■ Records provided
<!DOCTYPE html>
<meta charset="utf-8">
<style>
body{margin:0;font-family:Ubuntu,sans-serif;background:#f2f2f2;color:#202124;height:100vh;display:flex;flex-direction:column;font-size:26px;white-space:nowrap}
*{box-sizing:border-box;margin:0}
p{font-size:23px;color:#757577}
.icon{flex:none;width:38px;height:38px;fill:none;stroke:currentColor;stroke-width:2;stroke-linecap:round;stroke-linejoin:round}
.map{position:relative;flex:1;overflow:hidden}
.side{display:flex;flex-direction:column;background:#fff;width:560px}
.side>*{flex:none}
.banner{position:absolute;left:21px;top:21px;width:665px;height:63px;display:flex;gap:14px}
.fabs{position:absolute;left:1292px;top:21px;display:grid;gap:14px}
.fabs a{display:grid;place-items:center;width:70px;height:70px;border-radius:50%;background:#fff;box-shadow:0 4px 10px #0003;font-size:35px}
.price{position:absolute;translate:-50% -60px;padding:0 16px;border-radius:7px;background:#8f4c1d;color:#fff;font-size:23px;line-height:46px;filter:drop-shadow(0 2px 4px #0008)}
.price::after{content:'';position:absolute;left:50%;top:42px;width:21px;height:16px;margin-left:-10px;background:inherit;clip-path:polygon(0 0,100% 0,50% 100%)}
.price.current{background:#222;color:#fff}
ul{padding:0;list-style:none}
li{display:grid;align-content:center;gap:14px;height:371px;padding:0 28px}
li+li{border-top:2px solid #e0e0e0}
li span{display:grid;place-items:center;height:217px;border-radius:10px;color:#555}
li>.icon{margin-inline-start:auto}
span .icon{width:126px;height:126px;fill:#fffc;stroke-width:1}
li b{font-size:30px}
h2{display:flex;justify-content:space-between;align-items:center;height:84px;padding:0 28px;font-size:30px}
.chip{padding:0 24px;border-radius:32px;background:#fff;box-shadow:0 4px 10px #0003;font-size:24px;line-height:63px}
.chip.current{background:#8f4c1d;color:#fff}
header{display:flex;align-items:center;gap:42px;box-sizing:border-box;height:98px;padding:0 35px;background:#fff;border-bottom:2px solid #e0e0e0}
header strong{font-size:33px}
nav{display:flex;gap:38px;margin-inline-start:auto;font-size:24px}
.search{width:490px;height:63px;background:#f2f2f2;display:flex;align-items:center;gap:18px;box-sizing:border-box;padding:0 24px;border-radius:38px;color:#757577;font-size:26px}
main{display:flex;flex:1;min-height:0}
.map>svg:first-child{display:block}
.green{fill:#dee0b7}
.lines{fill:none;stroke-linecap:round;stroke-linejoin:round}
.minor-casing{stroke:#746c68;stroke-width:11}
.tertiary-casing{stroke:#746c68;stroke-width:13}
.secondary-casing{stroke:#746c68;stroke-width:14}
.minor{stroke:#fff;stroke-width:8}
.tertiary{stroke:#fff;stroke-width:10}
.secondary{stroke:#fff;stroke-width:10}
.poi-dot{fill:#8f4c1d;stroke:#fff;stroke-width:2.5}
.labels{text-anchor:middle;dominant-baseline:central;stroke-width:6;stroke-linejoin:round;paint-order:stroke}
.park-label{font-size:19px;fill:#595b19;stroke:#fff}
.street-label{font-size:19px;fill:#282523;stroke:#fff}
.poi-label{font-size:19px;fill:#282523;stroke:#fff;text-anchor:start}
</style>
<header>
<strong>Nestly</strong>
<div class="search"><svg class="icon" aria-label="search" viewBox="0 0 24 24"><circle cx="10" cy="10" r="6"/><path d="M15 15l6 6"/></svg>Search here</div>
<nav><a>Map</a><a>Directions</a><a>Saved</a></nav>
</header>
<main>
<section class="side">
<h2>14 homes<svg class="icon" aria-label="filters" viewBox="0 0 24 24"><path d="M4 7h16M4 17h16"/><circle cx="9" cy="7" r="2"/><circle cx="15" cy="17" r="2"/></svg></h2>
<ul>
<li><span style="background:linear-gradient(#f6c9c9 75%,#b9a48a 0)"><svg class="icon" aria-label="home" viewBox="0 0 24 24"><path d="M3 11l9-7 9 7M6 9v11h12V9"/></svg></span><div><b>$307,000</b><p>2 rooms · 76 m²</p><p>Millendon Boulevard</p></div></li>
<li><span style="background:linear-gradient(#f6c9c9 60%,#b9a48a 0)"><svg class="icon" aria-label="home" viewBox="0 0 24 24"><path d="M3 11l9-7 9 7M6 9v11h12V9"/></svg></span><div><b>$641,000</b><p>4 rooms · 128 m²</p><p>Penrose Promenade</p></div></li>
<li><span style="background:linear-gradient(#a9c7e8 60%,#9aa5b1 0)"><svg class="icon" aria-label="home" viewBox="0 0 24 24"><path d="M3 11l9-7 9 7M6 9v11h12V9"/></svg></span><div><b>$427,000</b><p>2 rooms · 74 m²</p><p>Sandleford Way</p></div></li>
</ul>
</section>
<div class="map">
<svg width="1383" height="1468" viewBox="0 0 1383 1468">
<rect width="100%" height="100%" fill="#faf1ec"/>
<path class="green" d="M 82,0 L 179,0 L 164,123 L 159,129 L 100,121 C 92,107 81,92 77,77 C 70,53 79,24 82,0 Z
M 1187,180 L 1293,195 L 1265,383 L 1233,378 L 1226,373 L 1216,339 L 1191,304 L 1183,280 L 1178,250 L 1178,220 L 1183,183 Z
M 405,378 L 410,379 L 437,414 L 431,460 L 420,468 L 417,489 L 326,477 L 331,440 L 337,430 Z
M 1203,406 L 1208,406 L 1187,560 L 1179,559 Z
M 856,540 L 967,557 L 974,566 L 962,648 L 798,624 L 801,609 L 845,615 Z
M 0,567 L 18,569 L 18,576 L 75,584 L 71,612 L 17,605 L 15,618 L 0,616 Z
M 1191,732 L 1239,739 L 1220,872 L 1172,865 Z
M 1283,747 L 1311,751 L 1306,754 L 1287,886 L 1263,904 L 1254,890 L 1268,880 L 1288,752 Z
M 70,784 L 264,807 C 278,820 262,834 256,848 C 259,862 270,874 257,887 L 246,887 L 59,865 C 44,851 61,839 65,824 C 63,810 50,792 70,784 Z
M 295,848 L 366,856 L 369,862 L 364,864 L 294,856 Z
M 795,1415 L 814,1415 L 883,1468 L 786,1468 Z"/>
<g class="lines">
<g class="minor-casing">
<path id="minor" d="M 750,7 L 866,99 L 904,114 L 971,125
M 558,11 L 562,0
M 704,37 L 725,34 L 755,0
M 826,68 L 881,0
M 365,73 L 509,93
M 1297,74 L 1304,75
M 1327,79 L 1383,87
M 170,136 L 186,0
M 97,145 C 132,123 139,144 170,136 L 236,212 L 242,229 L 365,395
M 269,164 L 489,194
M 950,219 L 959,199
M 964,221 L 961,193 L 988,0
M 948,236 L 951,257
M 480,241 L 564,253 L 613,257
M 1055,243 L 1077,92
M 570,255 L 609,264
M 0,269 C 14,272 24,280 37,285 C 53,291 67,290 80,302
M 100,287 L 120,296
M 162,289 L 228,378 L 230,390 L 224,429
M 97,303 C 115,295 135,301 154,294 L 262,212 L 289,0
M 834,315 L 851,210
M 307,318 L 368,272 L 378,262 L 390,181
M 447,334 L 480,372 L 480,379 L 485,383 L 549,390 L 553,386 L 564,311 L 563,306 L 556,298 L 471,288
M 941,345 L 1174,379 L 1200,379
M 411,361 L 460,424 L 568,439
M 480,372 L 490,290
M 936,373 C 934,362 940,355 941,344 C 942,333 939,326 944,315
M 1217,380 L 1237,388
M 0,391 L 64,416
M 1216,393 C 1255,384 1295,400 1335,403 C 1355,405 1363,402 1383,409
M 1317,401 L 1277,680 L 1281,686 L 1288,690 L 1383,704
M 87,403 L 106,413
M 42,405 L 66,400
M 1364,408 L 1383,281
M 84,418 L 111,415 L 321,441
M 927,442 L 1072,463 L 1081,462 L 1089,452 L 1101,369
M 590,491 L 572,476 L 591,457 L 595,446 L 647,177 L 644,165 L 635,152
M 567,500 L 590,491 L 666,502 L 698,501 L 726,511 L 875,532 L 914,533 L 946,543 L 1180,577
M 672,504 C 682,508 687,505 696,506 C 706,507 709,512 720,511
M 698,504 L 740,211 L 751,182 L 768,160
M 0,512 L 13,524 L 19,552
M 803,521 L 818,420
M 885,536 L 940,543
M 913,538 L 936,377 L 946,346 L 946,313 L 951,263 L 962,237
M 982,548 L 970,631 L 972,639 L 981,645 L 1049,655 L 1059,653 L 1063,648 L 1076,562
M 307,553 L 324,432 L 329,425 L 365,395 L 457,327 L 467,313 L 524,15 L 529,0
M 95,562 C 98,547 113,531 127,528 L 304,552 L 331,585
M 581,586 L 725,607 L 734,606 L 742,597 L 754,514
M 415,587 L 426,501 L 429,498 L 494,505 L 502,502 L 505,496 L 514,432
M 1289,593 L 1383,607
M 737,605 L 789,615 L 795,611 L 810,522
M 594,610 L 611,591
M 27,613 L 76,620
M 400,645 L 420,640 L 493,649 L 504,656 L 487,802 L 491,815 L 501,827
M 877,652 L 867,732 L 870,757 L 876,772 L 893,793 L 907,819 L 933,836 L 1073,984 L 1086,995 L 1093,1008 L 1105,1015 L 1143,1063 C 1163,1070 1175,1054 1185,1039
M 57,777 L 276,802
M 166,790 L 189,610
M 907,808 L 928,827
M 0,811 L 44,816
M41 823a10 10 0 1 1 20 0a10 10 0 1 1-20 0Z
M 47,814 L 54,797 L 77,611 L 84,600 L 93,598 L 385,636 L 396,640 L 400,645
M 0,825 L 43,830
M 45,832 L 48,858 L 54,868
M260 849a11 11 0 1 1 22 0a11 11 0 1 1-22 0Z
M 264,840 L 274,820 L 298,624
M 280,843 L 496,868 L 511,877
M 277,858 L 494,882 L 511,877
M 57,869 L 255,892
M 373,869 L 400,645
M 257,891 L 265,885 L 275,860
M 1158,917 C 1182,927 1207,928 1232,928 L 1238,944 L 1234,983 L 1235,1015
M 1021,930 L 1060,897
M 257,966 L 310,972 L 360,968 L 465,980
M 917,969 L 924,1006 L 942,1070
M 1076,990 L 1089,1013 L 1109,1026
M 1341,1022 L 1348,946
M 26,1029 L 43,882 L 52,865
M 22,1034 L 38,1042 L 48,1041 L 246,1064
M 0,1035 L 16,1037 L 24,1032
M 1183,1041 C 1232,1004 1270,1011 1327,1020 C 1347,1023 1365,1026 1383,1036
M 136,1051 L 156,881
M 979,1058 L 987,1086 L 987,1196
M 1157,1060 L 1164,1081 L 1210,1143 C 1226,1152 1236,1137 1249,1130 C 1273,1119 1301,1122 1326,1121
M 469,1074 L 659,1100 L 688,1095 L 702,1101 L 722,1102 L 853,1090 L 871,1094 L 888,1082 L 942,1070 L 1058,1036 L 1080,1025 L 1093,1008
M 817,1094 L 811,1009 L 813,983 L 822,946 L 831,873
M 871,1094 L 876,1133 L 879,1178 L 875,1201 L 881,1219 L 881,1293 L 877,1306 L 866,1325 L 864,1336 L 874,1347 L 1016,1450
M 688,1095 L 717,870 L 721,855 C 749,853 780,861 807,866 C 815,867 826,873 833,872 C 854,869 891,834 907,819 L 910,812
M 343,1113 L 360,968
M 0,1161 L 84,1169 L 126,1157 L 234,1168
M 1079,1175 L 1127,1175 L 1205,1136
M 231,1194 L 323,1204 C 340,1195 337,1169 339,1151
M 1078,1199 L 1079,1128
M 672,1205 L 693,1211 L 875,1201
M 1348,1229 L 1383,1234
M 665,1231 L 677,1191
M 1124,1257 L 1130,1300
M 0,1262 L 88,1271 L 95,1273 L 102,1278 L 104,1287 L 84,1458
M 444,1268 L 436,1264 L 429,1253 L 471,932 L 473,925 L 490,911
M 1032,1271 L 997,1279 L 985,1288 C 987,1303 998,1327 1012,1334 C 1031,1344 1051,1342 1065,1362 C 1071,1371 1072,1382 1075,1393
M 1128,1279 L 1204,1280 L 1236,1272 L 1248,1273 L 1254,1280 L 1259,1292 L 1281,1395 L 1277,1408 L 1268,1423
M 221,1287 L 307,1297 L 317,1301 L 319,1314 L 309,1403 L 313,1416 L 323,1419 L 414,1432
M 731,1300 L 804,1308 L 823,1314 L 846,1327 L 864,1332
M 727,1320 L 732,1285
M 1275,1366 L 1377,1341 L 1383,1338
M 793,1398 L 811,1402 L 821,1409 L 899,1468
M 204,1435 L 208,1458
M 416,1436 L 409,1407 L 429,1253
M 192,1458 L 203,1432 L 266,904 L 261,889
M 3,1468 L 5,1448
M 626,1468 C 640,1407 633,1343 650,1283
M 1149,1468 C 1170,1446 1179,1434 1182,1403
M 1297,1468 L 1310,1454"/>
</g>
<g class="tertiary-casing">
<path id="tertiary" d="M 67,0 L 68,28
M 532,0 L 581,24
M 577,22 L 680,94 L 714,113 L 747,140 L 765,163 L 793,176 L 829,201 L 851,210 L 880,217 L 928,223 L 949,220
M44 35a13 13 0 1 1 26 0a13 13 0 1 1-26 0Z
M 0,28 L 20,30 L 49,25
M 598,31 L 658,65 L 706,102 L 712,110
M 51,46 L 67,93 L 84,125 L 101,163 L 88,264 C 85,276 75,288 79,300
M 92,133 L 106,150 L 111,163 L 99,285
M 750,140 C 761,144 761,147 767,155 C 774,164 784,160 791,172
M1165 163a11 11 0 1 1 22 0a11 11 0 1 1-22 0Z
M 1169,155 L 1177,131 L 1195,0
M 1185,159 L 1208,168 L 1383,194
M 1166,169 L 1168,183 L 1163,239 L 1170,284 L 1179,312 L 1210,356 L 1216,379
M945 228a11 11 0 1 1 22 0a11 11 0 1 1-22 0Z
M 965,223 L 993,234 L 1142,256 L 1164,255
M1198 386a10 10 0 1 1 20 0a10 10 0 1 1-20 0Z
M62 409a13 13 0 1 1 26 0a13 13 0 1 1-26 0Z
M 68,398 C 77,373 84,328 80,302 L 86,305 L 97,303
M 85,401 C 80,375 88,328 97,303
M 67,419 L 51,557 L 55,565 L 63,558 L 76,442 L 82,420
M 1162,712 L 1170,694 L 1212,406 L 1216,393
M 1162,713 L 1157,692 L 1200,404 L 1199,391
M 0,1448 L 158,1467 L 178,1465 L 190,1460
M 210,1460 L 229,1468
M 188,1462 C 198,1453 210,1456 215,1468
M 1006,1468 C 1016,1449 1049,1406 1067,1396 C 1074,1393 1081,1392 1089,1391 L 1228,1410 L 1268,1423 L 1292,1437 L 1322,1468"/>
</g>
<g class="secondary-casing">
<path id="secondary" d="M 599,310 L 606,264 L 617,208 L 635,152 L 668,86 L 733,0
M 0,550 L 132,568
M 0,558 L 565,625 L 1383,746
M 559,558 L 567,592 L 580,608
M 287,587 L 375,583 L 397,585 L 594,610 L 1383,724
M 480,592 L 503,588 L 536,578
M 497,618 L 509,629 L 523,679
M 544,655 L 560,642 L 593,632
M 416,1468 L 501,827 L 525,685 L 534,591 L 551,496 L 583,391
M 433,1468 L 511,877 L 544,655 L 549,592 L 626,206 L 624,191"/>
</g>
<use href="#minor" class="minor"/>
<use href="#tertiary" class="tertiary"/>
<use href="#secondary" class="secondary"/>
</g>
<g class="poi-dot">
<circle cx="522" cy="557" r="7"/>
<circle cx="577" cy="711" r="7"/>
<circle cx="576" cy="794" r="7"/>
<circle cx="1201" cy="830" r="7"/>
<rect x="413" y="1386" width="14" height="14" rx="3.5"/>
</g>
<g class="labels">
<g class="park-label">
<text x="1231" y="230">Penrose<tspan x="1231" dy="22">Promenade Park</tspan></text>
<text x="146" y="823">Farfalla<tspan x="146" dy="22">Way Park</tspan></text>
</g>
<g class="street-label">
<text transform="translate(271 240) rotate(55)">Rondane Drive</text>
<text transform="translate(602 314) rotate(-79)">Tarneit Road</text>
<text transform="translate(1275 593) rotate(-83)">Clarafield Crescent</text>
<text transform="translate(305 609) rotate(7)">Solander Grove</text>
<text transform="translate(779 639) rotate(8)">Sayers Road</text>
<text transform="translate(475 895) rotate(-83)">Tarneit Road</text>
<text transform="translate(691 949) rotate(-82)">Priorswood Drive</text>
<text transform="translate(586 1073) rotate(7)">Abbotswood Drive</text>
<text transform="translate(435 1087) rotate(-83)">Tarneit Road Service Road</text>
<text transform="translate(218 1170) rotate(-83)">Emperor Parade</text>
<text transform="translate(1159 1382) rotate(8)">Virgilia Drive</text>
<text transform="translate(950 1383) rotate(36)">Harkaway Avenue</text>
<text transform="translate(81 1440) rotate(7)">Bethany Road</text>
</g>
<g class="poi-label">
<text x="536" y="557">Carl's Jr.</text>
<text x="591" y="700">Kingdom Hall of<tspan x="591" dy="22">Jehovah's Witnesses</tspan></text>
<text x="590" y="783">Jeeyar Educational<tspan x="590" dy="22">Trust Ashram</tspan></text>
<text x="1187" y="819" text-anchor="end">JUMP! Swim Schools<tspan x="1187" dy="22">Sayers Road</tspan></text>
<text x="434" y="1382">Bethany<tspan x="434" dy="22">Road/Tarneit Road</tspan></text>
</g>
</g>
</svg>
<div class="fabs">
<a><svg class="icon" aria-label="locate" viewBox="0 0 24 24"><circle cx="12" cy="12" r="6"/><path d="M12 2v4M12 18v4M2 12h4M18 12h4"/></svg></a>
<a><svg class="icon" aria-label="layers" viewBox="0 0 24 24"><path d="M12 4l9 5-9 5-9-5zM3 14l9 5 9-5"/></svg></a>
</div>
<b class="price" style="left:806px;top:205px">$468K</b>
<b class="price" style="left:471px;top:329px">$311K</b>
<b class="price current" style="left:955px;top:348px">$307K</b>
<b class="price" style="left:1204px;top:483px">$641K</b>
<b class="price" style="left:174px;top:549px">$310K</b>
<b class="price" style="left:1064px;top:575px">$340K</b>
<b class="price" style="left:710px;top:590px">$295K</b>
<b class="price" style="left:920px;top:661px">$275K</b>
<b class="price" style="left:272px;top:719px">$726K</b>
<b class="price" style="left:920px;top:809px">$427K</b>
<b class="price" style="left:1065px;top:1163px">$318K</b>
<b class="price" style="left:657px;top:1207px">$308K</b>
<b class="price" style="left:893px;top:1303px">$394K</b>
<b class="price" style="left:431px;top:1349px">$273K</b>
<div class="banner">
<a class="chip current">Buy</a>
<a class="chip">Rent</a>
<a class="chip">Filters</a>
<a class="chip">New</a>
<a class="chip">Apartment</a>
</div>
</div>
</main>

■ Exercise instructions
From the material above, set down exactly the lines between the line holding "M 948,236 L 951,257" and the line holding "M 0,811 L 44,816", inclusive. Include nothing else.

■ Answer below
M 948,236 L 951,257
M 480,241 L 564,253 L 613,257
M 1055,243 L 1077,92
M 570,255 L 609,264
M 0,269 C 14,272 24,280 37,285 C 53,291 67,290 80,302
M 100,287 L 120,296
M 162,289 L 228,378 L 230,390 L 224,429
M 97,303 C 115,295 135,301 154,294 L 262,212 L 289,0
M 834,315 L 851,210
M 307,318 L 368,272 L 378,262 L 390,181
M 447,334 L 480,372 L 480,379 L 485,383 L 549,390 L 553,386 L 564,311 L 563,306 L 556,298 L 471,288
M 941,345 L 1174,379 L 1200,379
M 411,361 L 460,424 L 568,439
M 480,372 L 490,290
M 936,373 C 934,362 940,355 941,344 C 942,333 939,326 944,315
M 1217,380 L 1237,388
M 0,391 L 64,416
M 1216,393 C 1255,384 1295,400 1335,403 C 1355,405 1363,402 1383,409
M 1317,401 L 1277,680 L 1281,686 L 1288,690 L 1383,704
M 87,403 L 106,413
M 42,405 L 66,400
M 1364,408 L 1383,281
M 84,418 L 111,415 L 321,441
M 927,442 L 1072,463 L 1081,462 L 1089,452 L 1101,369
M 590,491 L 572,476 L 591,457 L 595,446 L 647,177 L 644,165 L 635,152
M 567,500 L 590,491 L 666,502 L 698,501 L 726,511 L 875,532 L 914,533 L 946,543 L 1180,577
M 672,504 C 682,508 687,505 696,506 C 706,507 709,512 720,511
M 698,504 L 740,211 L 751,182 L 768,160
M 0,512 L 13,524 L 19,552
M 803,521 L 818,420
M 885,536 L 940,543
M 913,538 L 936,377 L 946,346 L 946,313 L 951,263 L 962,237
M 982,548 L 970,631 L 972,639 L 981,645 L 1049,655 L 1059,653 L 1063,648 L 1076,562
M 307,553 L 324,432 L 329,425 L 365,395 L 457,327 L 467,313 L 524,15 L 529,0
M 95,562 C 98,547 113,531 127,528 L 304,552 L 331,585
M 581,586 L 725,607 L 734,606 L 742,597 L 754,514
M 415,587 L 426,501 L 429,498 L 494,505 L 502,502 L 505,496 L 514,432
M 1289,593 L 1383,607
M 737,605 L 789,615 L 795,611 L 810,522
M 594,610 L 611,591
M 27,613 L 76,620
M 400,645 L 420,640 L 493,649 L 504,656 L 487,802 L 491,815 L 501,827
M 877,652 L 867,732 L 870,757 L 876,772 L 893,793 L 907,819 L 933,836 L 1073,984 L 1086,995 L 1093,1008 L 1105,1015 L 1143,1063 C 1163,1070 1175,1054 1185,1039
M 57,777 L 276,802
M 166,790 L 189,610
M 907,808 L 928,827
M 0,811 L 44,816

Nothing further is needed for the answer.